• _What the exercise asks_: Your task is to give the listing below back word for word, pictures excluded.

• _Data for review_:
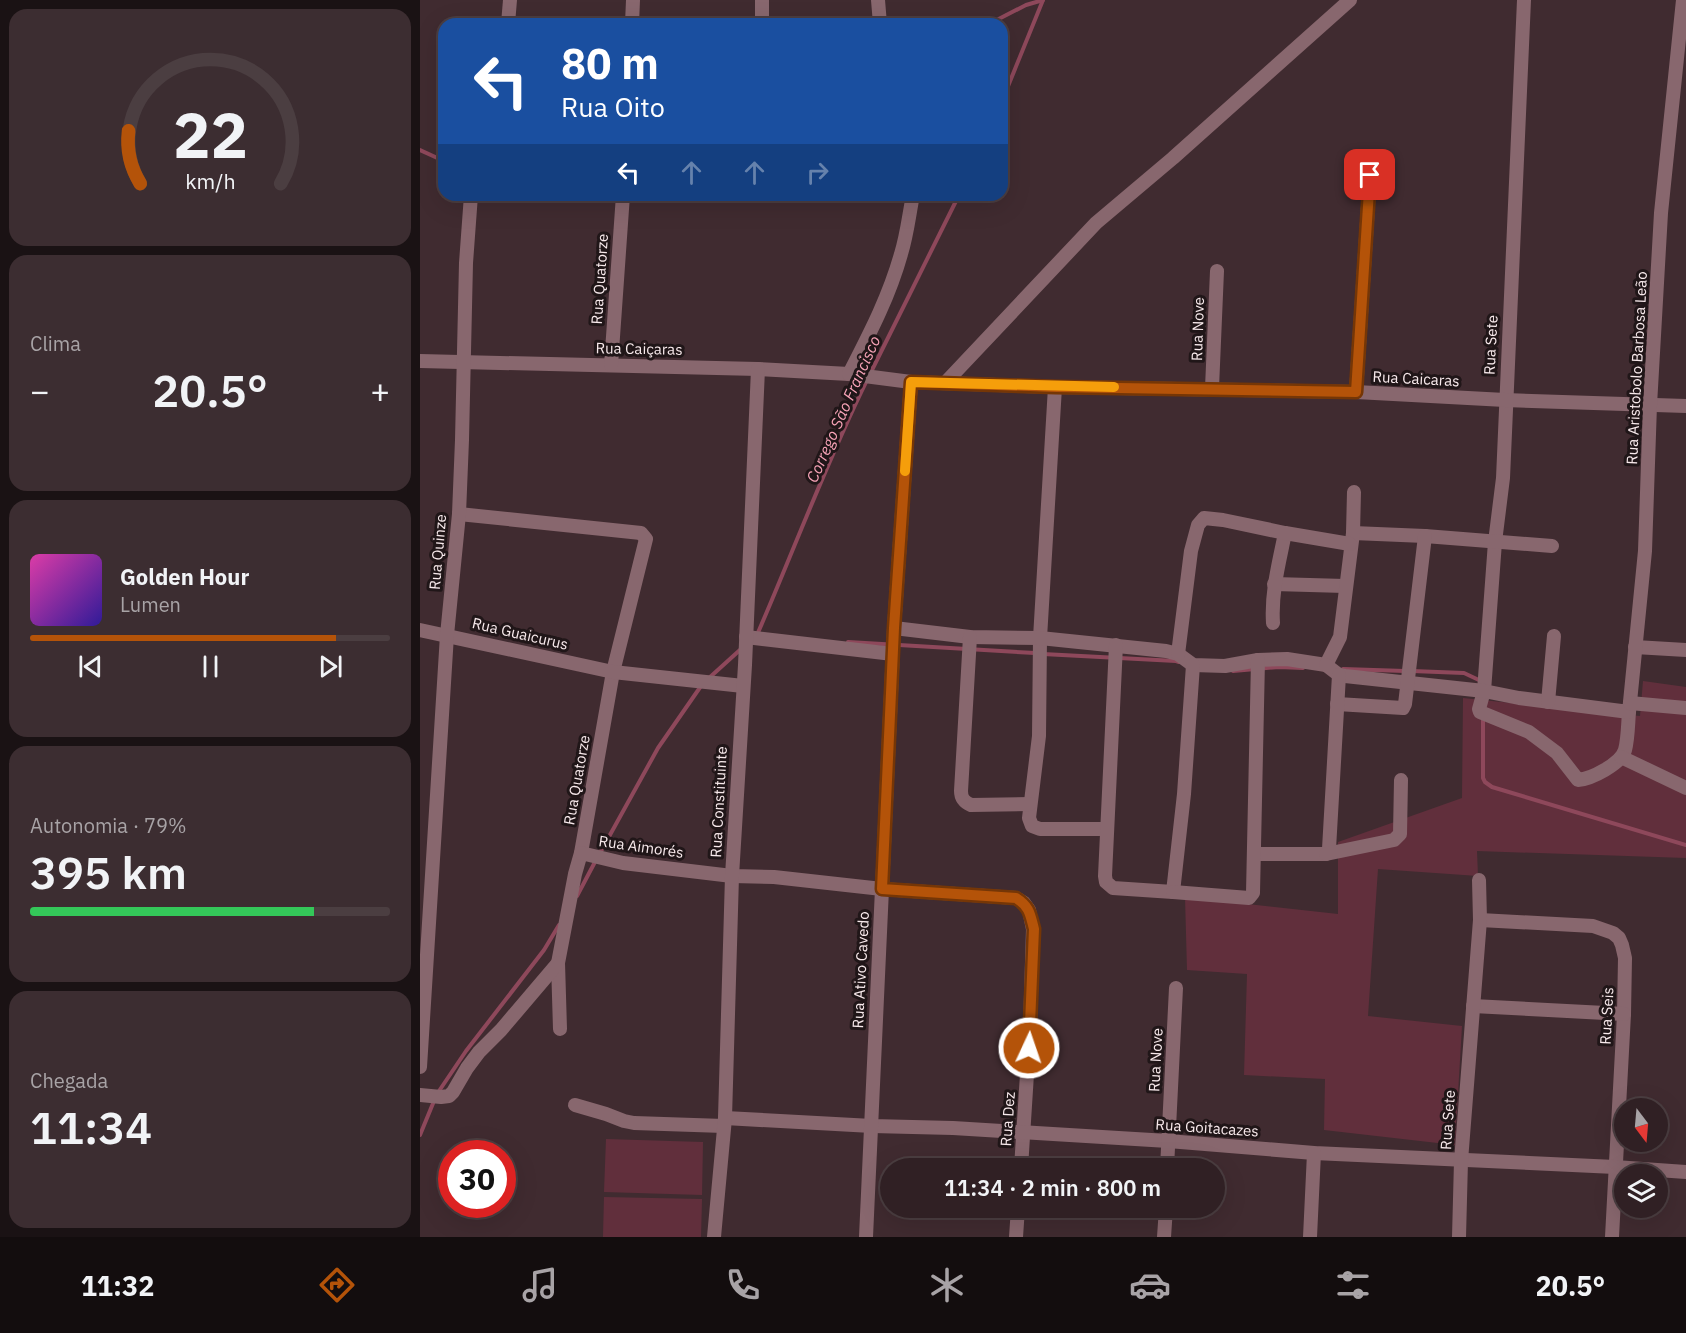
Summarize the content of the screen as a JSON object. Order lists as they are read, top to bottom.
{
  "streets": {
    "street": [
      "Rua Quatorze",
      "Rua Nove",
      "Rua Sete",
      "Rua Caiçaras",
      "Rua Aristobolo Barbosa Leão",
      "Rua Caicaras",
      "Rua Quinze",
      "Rua Guaicurus",
      "Rua Constituinte",
      "Rua Aimorés",
      "Rua Ativo Cavedo",
      "Rua Seis",
      "Rua Dez",
      "Rua Goitacazes"
    ]
  },
  "crossings": [
    ["Rua Quatorze", "Rua Caiçaras"],
    ["Rua Quatorze", "Rua Quinze"],
    ["Rua Quatorze", "Rua Guaicurus"],
    ["Rua Quatorze", "Rua Aimorés"],
    ["Rua Nove", "Rua Caicaras"],
    ["Rua Nove", "Rua Goitacazes"],
    ["Rua Sete", "Rua Aristobolo Barbosa Leão"],
    ["Rua Sete", "Rua Caicaras"],
    ["Rua Sete", "Rua Seis"],
    ["Rua Sete", "Rua Goitacazes"],
    ["Rua Caiçaras", "Rua Caicaras"],
    ["Rua Caiçaras", "Rua Quinze"],
    ["Rua Caiçaras", "Rua Constituinte"],
    ["Rua Aristobolo Barbosa Leão", "Rua Caicaras"],
    ["Rua Caicaras", "Rua Ativo Cavedo"],
    ["Rua Quinze", "Rua Guaicurus"],
    ["Rua Guaicurus", "Rua Constituinte"],
    ["Rua Constituinte", "Rua Aimorés"],
    ["Rua Constituinte", "Rua Goitacazes"],
    ["Rua Aimorés", "Rua Ativo Cavedo"],
    ["Rua Aimorés", "Rua Dez"],
    ["Rua Ativo Cavedo", "Rua Goitacazes"],
    ["Rua Dez", "Rua Goitacazes"]
  ],
  "water": ["Corrego São Francisco"],
  "north": "bottom",
  "page": {
    "turn": ["80 m", "Rua Oito"],
    "tile": [
      "Clima",
      ["Autonomia · 79%", "395 km"],
      ["Chegada", "11:34"]
    ],
    "heat": ["−", "20.5°", "+"],
    "song": ["Golden Hour", "Lumen"],
    "limit": "30",
    "trip": "11:34 · 2 min · 800 m",
    "tabs": ["11:32", "20.5°"],
    "gauge": ["22", "km/h"]
  }
}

• _Answer box_:
Summarize the content of the screen as a JSON object. Order lists as they are read, top to bottom.
{
  "streets": {
    "street": [
      "Rua Quatorze",
      "Rua Nove",
      "Rua Sete",
      "Rua Caiçaras",
      "Rua Aristobolo Barbosa Leão",
      "Rua Caicaras",
      "Rua Quinze",
      "Rua Guaicurus",
      "Rua Constituinte",
      "Rua Aimorés",
      "Rua Ativo Cavedo",
      "Rua Seis",
      "Rua Dez",
      "Rua Goitacazes"
    ]
  },
  "crossings": [
    ["Rua Quatorze", "Rua Caiçaras"],
    ["Rua Quatorze", "Rua Quinze"],
    ["Rua Quatorze", "Rua Guaicurus"],
    ["Rua Quatorze", "Rua Aimorés"],
    ["Rua Nove", "Rua Caicaras"],
    ["Rua Nove", "Rua Goitacazes"],
    ["Rua Sete", "Rua Aristobolo Barbosa Leão"],
    ["Rua Sete", "Rua Caicaras"],
    ["Rua Sete", "Rua Seis"],
    ["Rua Sete", "Rua Goitacazes"],
    ["Rua Caiçaras", "Rua Caicaras"],
    ["Rua Caiçaras", "Rua Quinze"],
    ["Rua Caiçaras", "Rua Constituinte"],
    ["Rua Aristobolo Barbosa Leão", "Rua Caicaras"],
    ["Rua Caicaras", "Rua Ativo Cavedo"],
    ["Rua Quinze", "Rua Guaicurus"],
    ["Rua Guaicurus", "Rua Constituinte"],
    ["Rua Constituinte", "Rua Aimorés"],
    ["Rua Constituinte", "Rua Goitacazes"],
    ["Rua Aimorés", "Rua Ativo Cavedo"],
    ["Rua Aimorés", "Rua Dez"],
    ["Rua Ativo Cavedo", "Rua Goitacazes"],
    ["Rua Dez", "Rua Goitacazes"]
  ],
  "water": ["Corrego São Francisco"],
  "north": "bottom",
  "page": {
    "turn": ["80 m", "Rua Oito"],
    "tile": [
      "Clima",
      ["Autonomia · 79%", "395 km"],
      ["Chegada", "11:34"]
    ],
    "heat": ["−", "20.5°", "+"],
    "song": ["Golden Hour", "Lumen"],
    "limit": "30",
    "trip": "11:34 · 2 min · 800 m",
    "tabs": ["11:32", "20.5°"],
    "gauge": ["22", "km/h"]
  }
}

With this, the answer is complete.